Flash chip fabrication
The CMOS circuitry was fabricated in a standard CMOS foundry using a 0.13-μm process. The received 8-inch wafer had a passivation layer thickness of approximately 800 nm, with pre-reserved vias at the port pads of I/O (TGV1 region) and WL/BL/SL buffers (TGV2 region). The wafer was cut into individual dies, each with a dimension of 5 mm × 5 mm (four sets of identical circuits included). Polymer-mediated delamination treatments were performed on the CMOS substrate before integrating 2D flash. The CMOS substrate was cleaned by soaking in acetone for 12 h, followed by spin-coating with photoresist (S1818) and removal of the photoresist using N-methyl-2-pyrrolidone (NMP) soak for 12 h.
Direct-write lithography was used to expose windows at the TGV2 region, and e-beam evaporation (EBE) was used to fill the vias with 5/500 nm Cr/Au. WLs were defined using direct-write lithography, followed by the deposition of 5/100/5 nm Cr/Au/Pt. The O2 plasma treatment (50 W, 20 s) was used to further clean and activate the surface for dielectric deposition. A 13-nm HfO2 blocking layer was deposited using thermal atomic layer deposition. Tetrakis(ethylmethylamino)hafnium reacts with water at 150 °C to form HfO2. The floating gate pattern was defined by direct-write lithography, and 3-nm Pt was deposited by EBE. The O2 plasma treatment was performed again. Subsequently, a 7-nm HfO2 tunnelling layer was deposited using the same atomic layer deposition system. Vias through the HfO2/Pt/HfO2 memory stack were defined by direct-write lithography and etched using reactive ion etching (Ar + CHF3, 175 W, 255 s), and EBE was then used to deposit a 5/50 nm Cr/Au layer to fill the vias. Chemical vapour deposition monolayer MoS2 (purchased from Sixcarbon Technology) was transferred onto the memory stack using a gradual-release transfer process. The minimum approach speed between MoS2 and the substrate is carefully controlled to be as low as 500 nm per step using the custom-made transfer equipment. Polystyrene was used as the supporting layer because of its large Young’s modulus to avoid wrinkling. The polystyrene supporting layer was removed by soaking in toluene for 12 h. The MoS2 channels were patterned by direct-write lithography and etched by O2 plasma (30 W, 20 s). The sample was soaked in NMP for 12 h to remove the photoresist. To fully release stress and air gaps in MoS2, multiple annealing processes in an N2 atmosphere (200 °C, 3 h) were performed for both large-area films and patterned strips. The adhesion between MoS2 and the substrate can also be enhanced during these processes. BLs and SLs were defined by direct-write lithography, followed by the deposition of 5/100 nm Cr/Au using EBE. For the fabrication of the 2D flash on a SiO2/Si substrate, the process involving the vias mentioned above is not required.

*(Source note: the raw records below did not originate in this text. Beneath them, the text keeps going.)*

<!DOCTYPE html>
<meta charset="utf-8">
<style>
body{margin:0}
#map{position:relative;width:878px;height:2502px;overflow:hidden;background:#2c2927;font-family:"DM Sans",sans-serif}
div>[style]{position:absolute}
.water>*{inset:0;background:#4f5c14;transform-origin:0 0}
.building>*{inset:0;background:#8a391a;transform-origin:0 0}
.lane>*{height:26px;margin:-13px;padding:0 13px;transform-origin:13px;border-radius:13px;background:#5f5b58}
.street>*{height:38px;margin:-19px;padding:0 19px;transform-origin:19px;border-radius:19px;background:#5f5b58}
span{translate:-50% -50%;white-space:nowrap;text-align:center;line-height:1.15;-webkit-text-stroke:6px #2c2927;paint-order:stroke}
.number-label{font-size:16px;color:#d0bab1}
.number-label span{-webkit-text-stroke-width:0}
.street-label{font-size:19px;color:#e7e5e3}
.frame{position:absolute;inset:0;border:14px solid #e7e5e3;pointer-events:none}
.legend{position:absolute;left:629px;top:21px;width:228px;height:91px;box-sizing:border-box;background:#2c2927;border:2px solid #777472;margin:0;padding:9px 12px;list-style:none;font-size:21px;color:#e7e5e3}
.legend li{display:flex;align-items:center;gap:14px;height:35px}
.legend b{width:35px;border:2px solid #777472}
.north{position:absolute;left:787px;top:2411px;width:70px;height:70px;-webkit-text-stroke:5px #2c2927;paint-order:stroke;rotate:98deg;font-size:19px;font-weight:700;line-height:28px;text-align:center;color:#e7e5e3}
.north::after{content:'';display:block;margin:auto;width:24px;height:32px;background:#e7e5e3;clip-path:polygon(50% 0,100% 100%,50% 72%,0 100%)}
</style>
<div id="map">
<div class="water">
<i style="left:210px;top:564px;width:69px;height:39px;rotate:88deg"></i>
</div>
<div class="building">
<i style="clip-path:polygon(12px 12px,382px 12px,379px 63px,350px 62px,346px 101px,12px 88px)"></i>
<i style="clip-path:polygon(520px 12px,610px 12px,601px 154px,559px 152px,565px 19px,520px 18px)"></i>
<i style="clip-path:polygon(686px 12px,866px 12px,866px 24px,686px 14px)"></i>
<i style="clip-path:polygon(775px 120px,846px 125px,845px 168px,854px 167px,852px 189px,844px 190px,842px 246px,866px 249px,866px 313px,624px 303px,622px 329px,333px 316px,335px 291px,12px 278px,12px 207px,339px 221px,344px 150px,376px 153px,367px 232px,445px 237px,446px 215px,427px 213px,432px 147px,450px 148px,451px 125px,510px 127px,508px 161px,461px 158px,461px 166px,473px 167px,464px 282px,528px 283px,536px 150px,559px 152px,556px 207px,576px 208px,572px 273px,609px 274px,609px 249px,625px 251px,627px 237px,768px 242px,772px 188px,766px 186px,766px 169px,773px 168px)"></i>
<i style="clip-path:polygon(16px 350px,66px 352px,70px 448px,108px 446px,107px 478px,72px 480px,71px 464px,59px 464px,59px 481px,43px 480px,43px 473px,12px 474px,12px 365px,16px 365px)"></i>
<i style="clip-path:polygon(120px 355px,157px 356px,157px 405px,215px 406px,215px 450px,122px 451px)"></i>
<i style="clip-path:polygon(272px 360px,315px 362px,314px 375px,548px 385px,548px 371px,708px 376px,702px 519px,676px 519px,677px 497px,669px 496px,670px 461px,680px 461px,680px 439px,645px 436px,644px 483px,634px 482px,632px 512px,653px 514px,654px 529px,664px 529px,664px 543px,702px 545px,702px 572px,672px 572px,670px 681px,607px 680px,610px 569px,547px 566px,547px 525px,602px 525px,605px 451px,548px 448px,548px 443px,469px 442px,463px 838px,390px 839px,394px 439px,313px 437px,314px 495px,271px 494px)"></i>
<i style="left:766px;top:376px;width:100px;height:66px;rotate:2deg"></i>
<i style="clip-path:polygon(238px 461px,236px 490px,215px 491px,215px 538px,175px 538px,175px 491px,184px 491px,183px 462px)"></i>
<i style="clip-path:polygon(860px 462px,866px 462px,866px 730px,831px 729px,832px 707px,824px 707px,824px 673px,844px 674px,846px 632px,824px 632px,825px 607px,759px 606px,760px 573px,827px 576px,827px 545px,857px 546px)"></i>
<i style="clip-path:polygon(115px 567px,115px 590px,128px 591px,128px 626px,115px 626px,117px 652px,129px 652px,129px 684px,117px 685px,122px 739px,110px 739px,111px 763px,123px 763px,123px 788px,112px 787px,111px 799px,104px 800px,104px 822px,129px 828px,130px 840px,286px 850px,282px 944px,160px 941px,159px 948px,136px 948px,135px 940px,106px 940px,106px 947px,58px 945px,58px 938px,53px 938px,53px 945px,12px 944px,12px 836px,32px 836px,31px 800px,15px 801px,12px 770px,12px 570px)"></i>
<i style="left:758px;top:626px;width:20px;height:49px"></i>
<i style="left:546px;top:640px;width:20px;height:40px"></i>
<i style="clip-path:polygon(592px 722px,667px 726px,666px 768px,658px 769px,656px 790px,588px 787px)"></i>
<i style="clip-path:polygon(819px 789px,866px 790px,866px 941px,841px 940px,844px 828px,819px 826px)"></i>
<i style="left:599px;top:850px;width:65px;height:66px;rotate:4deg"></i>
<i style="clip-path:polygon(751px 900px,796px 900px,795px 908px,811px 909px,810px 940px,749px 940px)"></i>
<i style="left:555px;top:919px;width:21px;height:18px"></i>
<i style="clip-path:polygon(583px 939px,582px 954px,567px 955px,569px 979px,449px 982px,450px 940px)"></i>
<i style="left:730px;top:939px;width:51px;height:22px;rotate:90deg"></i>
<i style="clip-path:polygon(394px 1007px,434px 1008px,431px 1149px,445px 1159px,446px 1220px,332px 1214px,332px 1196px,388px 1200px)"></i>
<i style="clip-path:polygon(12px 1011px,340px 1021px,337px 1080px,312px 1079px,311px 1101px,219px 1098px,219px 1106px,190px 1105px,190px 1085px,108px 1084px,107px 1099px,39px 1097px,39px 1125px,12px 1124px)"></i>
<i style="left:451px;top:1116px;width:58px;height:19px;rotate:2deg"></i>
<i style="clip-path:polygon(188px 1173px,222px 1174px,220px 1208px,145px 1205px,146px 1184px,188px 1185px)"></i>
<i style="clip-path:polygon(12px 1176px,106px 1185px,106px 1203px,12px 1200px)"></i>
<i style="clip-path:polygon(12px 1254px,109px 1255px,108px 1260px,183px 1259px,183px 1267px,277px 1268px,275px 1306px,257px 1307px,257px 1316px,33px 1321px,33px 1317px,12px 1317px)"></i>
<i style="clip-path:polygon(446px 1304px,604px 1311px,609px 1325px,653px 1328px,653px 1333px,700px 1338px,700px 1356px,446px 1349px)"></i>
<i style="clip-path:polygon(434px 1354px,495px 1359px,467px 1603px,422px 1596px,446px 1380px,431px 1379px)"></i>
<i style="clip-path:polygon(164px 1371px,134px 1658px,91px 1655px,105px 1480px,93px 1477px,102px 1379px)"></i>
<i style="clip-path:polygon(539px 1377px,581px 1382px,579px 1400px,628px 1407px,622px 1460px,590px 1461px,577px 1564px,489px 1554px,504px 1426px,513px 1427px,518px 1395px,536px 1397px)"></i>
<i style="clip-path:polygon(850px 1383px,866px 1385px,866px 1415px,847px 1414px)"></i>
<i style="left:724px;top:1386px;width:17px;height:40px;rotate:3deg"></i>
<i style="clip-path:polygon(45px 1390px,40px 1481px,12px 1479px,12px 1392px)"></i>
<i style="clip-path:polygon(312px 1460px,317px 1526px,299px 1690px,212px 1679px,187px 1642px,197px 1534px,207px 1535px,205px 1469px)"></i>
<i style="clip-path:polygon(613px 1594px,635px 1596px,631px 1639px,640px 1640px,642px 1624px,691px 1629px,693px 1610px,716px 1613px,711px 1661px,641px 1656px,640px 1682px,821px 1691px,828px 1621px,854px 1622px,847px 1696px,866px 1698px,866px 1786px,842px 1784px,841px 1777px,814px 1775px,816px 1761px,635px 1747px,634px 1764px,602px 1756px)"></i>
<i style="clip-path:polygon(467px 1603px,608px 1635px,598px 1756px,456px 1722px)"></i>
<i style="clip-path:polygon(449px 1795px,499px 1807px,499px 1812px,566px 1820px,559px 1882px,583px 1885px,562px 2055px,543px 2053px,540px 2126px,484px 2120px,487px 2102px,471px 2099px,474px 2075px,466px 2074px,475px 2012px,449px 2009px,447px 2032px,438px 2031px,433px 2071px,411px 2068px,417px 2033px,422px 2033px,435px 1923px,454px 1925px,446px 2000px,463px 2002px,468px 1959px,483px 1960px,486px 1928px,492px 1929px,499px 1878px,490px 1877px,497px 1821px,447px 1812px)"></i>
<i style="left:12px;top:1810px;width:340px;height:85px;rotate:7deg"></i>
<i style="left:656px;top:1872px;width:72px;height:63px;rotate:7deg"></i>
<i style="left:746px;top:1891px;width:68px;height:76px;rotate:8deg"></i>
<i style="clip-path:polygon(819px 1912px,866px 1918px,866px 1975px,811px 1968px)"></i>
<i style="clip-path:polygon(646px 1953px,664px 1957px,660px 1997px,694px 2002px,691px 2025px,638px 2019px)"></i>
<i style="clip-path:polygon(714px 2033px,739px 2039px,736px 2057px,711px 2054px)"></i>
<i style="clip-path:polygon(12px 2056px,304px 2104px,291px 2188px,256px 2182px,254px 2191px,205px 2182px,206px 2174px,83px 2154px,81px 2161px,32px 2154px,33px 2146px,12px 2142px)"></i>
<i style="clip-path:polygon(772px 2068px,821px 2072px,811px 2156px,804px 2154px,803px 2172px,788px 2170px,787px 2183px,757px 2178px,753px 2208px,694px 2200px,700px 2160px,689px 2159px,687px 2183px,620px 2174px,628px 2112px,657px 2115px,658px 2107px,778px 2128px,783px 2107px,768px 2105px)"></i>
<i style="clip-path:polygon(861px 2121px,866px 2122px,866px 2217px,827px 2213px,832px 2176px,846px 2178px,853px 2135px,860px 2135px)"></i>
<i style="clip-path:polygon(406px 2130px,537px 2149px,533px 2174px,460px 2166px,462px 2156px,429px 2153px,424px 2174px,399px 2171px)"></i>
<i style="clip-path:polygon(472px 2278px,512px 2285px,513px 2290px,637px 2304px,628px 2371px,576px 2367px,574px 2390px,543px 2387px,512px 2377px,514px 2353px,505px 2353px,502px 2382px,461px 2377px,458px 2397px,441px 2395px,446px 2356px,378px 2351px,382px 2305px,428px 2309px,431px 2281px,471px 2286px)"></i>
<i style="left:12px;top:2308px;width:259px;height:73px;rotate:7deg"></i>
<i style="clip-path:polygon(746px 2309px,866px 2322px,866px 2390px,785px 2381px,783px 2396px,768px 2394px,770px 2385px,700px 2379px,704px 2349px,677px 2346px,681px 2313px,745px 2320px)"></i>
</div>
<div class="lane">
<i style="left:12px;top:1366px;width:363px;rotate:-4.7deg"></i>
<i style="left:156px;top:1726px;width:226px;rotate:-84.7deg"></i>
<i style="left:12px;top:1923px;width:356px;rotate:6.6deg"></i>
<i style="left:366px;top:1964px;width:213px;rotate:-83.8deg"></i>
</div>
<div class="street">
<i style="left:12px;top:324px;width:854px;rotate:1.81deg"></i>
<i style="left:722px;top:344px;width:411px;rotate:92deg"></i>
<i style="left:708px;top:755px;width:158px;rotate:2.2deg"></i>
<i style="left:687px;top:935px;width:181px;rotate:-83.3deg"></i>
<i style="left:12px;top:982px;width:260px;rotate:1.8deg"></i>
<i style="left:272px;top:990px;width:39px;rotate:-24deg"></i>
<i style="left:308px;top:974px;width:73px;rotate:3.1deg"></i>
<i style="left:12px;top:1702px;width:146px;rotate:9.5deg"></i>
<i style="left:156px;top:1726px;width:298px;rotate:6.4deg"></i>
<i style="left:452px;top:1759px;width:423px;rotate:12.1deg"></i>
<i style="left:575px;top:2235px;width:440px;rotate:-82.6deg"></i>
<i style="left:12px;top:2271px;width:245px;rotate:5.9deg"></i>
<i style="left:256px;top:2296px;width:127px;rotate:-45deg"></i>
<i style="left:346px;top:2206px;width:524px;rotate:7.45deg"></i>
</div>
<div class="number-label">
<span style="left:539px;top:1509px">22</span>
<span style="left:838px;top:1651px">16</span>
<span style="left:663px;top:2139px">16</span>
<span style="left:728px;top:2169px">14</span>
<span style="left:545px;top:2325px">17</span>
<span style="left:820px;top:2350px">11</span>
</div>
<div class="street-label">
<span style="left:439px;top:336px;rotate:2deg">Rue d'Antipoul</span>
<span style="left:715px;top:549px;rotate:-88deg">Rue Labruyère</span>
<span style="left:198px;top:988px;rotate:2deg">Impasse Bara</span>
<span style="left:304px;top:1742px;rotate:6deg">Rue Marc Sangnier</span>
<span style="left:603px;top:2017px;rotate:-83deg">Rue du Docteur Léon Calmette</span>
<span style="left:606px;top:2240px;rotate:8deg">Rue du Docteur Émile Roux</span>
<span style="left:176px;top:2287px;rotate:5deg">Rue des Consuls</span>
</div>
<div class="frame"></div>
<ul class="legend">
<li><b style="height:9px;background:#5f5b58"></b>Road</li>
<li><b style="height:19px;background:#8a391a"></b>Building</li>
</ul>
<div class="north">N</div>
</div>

To passivate the 2D flash module, a layer of S1818 photoresist was spin-coated onto the sample. The TGV1 region of the I/O module was exposed by direct-write lithography for wire bonding. The chip was packaged using a ceramic dual-in-line package (DIP 24).
Inverter chain design of the buffer module
According to the logical effort theory, the total logical effort, determined by the ratio of the load capacitance (10 pF in our case, considering design margin) to the inherent input capacitance of the first-stage CMOS inverter (2 fF, decided by selected CMOS technology), should be distributed across a chosen number of inverter stages for an optimized propagation delay time. The propagation delay time of the inverter chain in the buffer can be calculated by
$${t}_{{\rm{p}}}={t}_{{\rm{p}}0}\mathop{\sum }\limits_{j=1}^{N}\left(1+\frac{{C}_{{\rm{g}},j+1}}{\gamma {C}_{{\rm{g}},j}}\right)$$
(1)
where N is the number of stages of the inverter chain, Cg,j is the gate capacitance for the jth inverter, Cg,N+1 is defined as the capacitance load, here parasitic capacitance of the 2D memory array, tp0 is the intrinsic delay for the inverter and γ is a parameter dependent on the process, usually near 1.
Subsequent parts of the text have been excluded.